Pour ce qui concerne le troisième pilier, il permettra de faire de la surveillance du paludisme une intervention de base. Le renforcement de la surveillance du paludisme est un aspect indispensable de la planification et de la mise en œuvre des programmes et un facteur crucial pour accélérer les progrès. Tous les pays d’endémie palustre et ceux où la maladie pourrait réapparaître, devraient posséder un système efficace de surveillance du paludisme afin d’affecter les ressources aux populations les plus touchées, de recenser les carences de la couverture programmatique, de détecter les flambées épidémiques et d’évaluer l’impact des interventions en vue de réorienter la planification et la mise en œuvre des programmes. Les pays devraient fortement renforcer la surveillance du paludisme pour en faire une intervention de base.


Quelques éléments d’appui

A l’appui des trois piliers, les pays touchés et la communauté mondiale de la lutte antipaludique devraient mettre à profit l’innovation et développer la recherche fondamentale et clinique. L’innovation dans la mise au point des produits et la prestation des services doivent contribuer fortement à accélérer les progrès. La recherche fondamentale est essentielle pour mieux comprendre les parasites, les vecteurs et pour mettre au point des produits de diagnostic et des médicaments antipaludiques plus efficaces, des méthodes de lutte antivectorielle améliorées et novatrices, et d’autres outils tels que des vaccins.
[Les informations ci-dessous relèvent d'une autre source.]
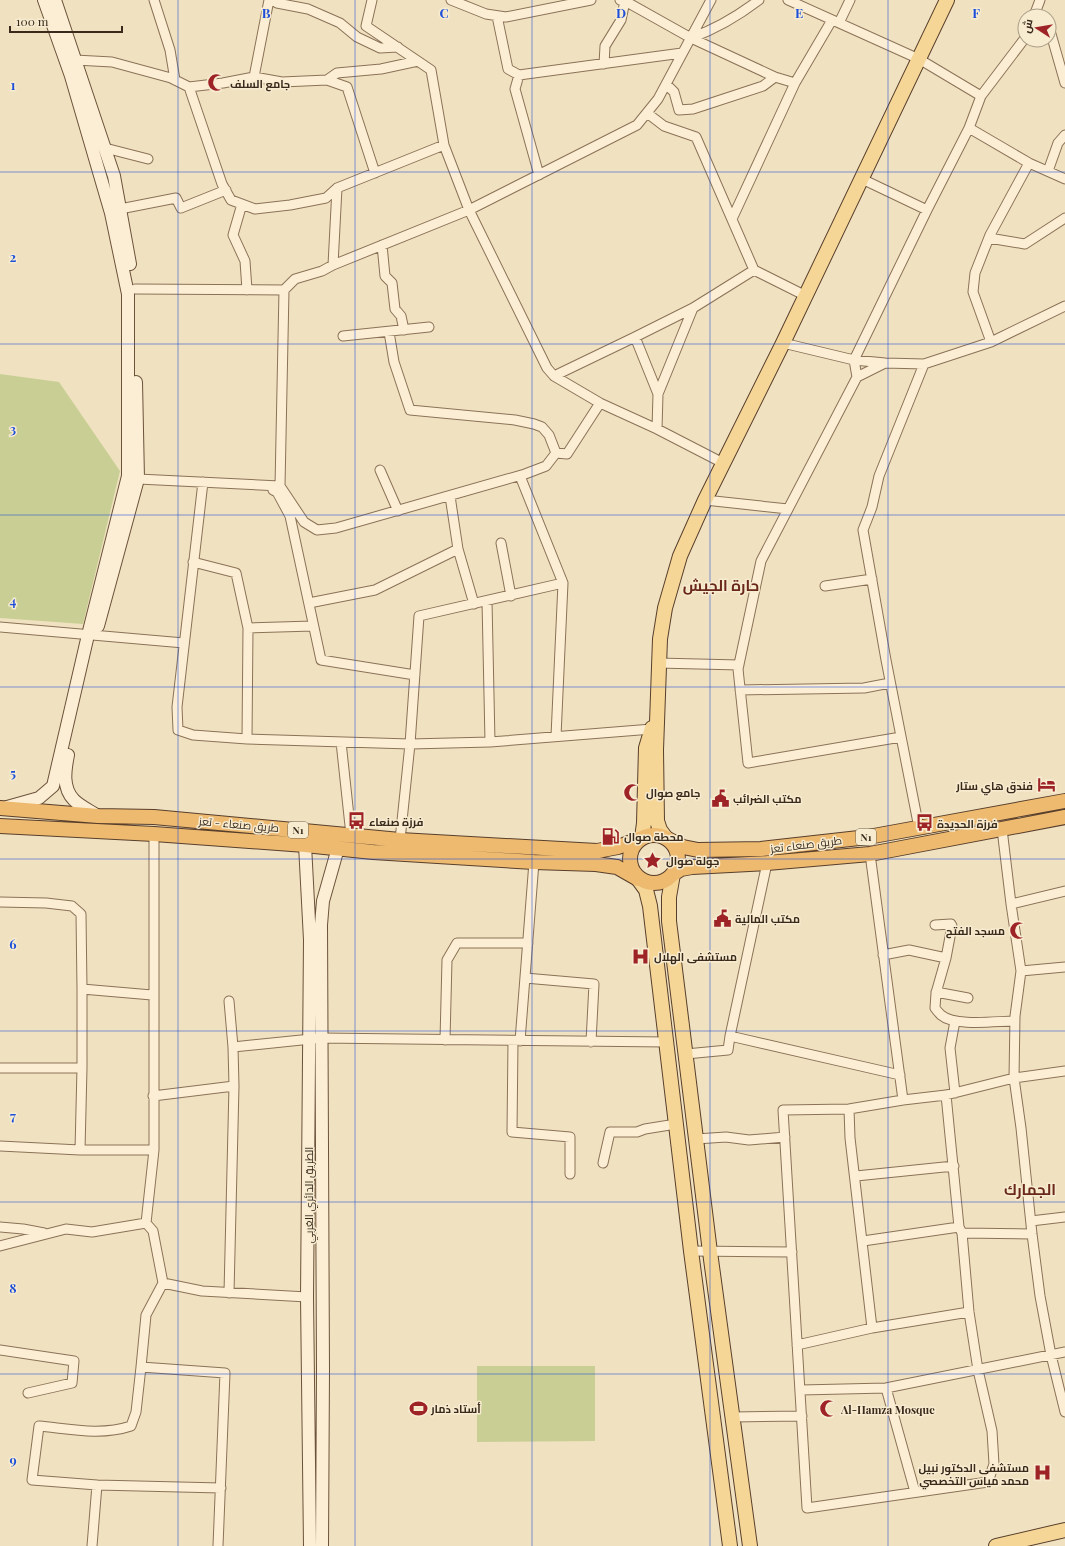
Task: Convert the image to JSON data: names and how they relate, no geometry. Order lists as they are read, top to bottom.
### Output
{
  "streets": {
    "highway": ["طريق صنعاء - تعز", "N1", "طريق صنعاء تعز"],
    "main road": ["الطريق الدائري الغربي"]
  },
  "crossings": [
    ["طريق صنعاء - تعز", "الطريق الدائري الغربي"]
  ],
  "districts": ["حارة الجيش", "الجمارك"],
  "places": {
    "mosque": [
      "جامع السلف",
      "جامع صوال",
      "مسجد الفتح",
      "Al-Hamza Mosque"
    ],
    "hotel": ["فندق هاي ستار"],
    "public building": ["مكتب الضرائب", "مكتب المالية"],
    "bus stop": ["فرزة صنعاء", "فرزة الحديدة"],
    "fuel station": ["محطة صوال"],
    "place": ["جولة صوال"],
    "hospital": ["مستشفى الهلال", "مستشفى الدكتور نبيل محمد مياس التخصصي"],
    "sports": ["أستاد ذمار"]
  },
  "scale_bar": "100 m",
  "north": "left",
  "grid": {
    "columns": [
      "B",
      "C",
      "D",
      "E",
      "F"
    ],
    "rows": [
      "1",
      "2",
      "3",
      "4",
      "5",
      "6",
      "7",
      "8",
      "9"
    ]
  }
}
La recherche sur la mise en œuvre, quant à elle, sera indispensable pour optimiser l’impact et le rapport coût/efficacité et faciliter une adoption rapide des nouveaux outils par les populations à risque. Le projet de stratégie décrit les besoins en recherche et en innovation pour les trois piliers.
Favoriser un environnement propice, est le second appui aux différents piliers décrits ci-dessus. Un engagement politique solide, un financement durable et une collaboration multisectorielle accrue sont la clé des progrès futurs. Le renforcement global des systèmes de santé et la mise en place d’un environnement plus favorable aideront à optimiser les mesures nationales de lutte antipaludique et favoriseront l’adoption et l’introduction rapides de nouveaux outils et stratégies. En retour, l’expansion des interventions de lutte antipaludique peut servir de point de départ pour renforcer les systèmes de santé, y compris du point de vue de la santé de la mère et de l’enfant, puis des services de laboratoire, ainsi que les systèmes d’information sanitaire et de surveillance. En outre, l’autonomisation des communautés comme la présence de personnels de santé qualifiés et de cadres réglementaires solides sont des piliers indispensables au succès.